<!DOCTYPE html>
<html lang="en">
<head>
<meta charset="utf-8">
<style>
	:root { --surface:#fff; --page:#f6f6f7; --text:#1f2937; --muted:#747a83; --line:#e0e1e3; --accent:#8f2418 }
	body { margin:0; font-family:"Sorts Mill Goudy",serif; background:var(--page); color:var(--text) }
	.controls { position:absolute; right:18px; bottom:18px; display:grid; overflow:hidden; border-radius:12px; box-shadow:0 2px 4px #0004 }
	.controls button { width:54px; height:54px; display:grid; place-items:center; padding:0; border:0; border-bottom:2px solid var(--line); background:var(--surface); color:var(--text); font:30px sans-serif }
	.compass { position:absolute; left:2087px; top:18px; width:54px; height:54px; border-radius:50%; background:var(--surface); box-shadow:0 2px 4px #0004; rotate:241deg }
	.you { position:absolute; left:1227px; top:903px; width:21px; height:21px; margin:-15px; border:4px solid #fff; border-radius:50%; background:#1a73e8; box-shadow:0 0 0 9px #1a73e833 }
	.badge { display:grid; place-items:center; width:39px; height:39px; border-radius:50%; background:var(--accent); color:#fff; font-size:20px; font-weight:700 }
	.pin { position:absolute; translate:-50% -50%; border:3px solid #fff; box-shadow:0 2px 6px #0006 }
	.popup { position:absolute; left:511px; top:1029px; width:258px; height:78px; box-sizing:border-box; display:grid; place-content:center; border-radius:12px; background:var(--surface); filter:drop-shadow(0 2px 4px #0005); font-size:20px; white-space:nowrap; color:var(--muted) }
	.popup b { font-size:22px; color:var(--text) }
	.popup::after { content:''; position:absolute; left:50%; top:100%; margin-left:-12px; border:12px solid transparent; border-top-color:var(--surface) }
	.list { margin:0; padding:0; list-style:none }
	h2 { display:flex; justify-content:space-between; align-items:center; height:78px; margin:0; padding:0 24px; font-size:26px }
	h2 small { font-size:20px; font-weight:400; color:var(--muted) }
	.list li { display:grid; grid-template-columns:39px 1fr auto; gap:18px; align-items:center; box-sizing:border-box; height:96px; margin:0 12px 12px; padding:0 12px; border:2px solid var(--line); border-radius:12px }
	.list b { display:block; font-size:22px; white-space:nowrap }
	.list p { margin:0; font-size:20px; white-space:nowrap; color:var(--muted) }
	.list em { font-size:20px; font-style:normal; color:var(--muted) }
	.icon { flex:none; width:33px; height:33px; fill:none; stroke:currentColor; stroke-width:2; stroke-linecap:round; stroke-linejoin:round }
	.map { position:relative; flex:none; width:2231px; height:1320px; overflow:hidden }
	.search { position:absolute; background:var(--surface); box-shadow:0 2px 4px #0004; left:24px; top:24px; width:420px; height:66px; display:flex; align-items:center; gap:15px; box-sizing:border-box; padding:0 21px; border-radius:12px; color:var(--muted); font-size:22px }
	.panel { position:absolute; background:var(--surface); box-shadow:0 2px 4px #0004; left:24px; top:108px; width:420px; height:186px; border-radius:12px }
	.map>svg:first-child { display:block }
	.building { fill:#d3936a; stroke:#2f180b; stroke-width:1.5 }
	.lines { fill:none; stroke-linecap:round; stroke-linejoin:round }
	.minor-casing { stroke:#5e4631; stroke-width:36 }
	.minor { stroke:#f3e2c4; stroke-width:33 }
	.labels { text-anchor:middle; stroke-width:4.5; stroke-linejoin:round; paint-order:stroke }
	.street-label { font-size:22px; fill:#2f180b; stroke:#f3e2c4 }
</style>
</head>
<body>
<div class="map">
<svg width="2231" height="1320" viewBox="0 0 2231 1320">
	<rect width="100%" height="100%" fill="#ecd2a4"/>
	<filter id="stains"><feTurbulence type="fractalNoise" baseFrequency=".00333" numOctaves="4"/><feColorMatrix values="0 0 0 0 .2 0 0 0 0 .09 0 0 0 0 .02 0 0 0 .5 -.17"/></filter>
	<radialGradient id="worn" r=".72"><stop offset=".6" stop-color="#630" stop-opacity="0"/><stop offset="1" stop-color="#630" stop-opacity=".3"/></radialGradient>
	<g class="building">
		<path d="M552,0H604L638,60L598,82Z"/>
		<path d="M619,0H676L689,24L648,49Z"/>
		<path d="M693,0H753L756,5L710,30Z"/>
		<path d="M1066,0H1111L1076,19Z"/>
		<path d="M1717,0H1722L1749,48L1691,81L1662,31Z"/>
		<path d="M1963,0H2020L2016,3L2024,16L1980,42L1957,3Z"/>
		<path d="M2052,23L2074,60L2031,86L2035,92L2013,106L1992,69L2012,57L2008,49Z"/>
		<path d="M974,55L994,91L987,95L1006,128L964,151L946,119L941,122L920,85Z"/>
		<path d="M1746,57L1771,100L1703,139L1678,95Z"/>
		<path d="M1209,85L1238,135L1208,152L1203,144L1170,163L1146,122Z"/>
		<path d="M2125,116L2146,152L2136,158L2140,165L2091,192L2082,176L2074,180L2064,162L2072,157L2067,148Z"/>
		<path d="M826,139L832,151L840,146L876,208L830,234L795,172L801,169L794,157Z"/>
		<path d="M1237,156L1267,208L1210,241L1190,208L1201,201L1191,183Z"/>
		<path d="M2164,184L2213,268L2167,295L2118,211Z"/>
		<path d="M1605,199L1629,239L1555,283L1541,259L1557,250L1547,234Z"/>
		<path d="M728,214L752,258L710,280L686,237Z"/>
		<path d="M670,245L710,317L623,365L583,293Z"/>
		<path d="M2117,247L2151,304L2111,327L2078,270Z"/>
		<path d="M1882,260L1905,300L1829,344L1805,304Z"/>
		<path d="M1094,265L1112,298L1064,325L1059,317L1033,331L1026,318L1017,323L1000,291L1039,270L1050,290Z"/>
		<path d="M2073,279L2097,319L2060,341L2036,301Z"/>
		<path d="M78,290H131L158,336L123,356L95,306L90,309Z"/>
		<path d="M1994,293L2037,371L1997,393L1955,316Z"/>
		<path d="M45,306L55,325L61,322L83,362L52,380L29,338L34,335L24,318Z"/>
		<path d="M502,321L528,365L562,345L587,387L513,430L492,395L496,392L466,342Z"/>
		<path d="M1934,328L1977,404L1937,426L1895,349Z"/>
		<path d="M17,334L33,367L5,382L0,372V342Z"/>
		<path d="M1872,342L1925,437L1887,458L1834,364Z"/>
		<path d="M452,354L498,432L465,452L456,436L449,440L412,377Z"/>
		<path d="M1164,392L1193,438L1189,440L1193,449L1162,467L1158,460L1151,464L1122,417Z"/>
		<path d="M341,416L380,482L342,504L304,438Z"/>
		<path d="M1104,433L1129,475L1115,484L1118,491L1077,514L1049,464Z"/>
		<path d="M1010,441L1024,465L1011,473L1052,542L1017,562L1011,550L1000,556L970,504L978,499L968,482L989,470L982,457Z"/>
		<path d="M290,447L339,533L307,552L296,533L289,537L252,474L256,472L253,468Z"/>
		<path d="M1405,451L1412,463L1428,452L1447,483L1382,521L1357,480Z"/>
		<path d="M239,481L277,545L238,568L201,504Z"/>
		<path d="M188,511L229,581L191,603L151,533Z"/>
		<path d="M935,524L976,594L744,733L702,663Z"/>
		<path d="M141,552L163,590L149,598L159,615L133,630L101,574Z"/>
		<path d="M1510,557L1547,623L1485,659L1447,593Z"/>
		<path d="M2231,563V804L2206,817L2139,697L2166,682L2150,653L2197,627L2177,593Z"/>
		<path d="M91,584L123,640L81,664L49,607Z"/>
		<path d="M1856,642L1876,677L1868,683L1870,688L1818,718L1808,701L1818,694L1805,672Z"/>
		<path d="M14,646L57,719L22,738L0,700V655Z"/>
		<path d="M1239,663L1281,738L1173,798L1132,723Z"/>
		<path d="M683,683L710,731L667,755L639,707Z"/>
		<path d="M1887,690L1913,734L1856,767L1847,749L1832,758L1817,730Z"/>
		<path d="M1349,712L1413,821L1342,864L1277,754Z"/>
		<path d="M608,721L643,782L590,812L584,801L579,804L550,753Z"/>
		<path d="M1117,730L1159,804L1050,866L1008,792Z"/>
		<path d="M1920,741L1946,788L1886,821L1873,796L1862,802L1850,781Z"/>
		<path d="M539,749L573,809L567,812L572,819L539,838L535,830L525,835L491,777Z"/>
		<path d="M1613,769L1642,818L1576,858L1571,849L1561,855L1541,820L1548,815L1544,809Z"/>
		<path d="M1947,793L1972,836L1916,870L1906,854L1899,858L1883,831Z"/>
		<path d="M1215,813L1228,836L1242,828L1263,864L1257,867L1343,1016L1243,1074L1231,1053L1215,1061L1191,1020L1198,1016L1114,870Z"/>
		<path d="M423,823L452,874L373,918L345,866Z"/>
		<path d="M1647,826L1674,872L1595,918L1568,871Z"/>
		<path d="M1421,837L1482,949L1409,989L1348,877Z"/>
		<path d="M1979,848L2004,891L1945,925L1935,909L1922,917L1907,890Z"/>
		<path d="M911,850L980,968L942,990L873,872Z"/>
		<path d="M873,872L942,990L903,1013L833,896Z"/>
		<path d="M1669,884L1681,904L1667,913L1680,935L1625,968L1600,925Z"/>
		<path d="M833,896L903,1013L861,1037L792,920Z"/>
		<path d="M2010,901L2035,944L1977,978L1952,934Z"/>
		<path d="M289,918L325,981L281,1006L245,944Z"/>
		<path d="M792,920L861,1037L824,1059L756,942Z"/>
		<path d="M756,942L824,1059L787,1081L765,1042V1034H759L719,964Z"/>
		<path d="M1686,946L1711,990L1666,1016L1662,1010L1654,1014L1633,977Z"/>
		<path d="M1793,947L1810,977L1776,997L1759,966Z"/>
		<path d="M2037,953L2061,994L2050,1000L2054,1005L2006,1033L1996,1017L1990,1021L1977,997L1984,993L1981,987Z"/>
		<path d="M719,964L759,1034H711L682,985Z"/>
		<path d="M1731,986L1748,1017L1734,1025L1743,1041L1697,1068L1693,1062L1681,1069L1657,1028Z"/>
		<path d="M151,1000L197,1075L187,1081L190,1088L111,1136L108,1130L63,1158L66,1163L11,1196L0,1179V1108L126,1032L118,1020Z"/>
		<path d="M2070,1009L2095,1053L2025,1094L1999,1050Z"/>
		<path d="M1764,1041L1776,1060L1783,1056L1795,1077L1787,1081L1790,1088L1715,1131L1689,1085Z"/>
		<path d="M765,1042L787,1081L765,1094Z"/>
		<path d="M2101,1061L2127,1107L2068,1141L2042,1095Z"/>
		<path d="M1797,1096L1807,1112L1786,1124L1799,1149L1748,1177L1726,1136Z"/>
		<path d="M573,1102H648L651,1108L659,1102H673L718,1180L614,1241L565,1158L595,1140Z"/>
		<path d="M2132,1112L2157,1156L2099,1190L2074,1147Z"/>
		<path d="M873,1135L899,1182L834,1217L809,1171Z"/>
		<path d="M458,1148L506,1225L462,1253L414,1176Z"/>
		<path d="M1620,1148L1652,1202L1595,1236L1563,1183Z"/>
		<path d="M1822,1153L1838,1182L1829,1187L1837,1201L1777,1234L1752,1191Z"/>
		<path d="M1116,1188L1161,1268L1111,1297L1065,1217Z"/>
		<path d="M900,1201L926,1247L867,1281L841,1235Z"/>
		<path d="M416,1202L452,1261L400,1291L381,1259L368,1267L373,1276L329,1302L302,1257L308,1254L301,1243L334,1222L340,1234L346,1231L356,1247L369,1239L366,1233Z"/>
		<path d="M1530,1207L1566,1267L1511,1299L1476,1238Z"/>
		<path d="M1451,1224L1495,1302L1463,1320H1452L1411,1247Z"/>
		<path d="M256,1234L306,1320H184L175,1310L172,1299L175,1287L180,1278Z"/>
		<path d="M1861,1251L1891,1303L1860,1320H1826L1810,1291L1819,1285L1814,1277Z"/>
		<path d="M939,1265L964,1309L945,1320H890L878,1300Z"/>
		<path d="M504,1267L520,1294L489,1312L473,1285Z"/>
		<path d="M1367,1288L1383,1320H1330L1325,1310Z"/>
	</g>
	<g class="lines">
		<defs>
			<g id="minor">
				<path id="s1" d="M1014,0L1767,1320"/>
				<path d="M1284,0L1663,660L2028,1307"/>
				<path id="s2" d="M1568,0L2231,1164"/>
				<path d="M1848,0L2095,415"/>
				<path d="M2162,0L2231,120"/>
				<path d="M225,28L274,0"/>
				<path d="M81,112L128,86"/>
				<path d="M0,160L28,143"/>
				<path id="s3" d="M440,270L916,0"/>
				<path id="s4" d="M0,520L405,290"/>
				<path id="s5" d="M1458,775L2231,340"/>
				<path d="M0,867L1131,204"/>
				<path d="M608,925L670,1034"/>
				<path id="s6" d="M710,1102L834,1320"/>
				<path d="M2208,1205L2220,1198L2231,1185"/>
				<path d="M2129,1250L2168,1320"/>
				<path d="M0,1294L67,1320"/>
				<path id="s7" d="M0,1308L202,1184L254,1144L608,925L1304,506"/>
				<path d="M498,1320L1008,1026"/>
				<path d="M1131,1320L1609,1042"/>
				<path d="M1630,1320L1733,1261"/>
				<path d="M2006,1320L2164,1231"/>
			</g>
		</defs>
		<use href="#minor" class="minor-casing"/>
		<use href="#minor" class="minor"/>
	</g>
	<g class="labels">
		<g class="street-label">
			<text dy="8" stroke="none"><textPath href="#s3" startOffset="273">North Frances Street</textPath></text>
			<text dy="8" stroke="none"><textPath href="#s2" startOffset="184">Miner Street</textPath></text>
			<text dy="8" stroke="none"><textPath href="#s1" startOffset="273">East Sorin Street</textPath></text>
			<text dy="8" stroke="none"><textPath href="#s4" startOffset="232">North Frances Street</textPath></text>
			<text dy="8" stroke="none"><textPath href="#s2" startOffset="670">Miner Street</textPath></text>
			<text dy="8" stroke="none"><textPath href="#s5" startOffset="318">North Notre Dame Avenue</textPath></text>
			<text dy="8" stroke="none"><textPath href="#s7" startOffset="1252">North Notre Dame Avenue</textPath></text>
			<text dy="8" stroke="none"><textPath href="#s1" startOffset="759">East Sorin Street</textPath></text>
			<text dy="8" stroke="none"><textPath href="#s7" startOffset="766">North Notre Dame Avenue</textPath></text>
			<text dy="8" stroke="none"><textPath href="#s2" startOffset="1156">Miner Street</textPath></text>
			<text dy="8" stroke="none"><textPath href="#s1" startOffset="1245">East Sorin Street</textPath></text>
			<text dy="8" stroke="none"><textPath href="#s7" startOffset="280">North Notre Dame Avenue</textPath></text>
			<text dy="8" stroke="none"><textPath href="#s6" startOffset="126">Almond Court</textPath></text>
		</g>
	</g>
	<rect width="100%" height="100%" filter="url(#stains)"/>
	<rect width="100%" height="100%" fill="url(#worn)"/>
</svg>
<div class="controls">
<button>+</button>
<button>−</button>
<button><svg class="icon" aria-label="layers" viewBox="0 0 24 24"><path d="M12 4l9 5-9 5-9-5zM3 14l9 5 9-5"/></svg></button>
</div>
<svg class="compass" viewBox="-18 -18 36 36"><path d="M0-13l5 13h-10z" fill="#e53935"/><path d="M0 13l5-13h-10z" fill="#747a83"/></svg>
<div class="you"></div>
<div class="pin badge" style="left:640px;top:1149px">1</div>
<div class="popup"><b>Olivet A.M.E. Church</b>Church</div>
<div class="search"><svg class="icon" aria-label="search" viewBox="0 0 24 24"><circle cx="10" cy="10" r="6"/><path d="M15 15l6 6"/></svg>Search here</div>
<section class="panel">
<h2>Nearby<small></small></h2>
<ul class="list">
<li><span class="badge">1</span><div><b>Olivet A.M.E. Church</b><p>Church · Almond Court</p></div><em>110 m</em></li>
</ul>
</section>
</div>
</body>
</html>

▶ **What the task requires**: Across all of the material above, how many lines contain the word "labels"? Only the number should be given.

▶ **Answer below**: 2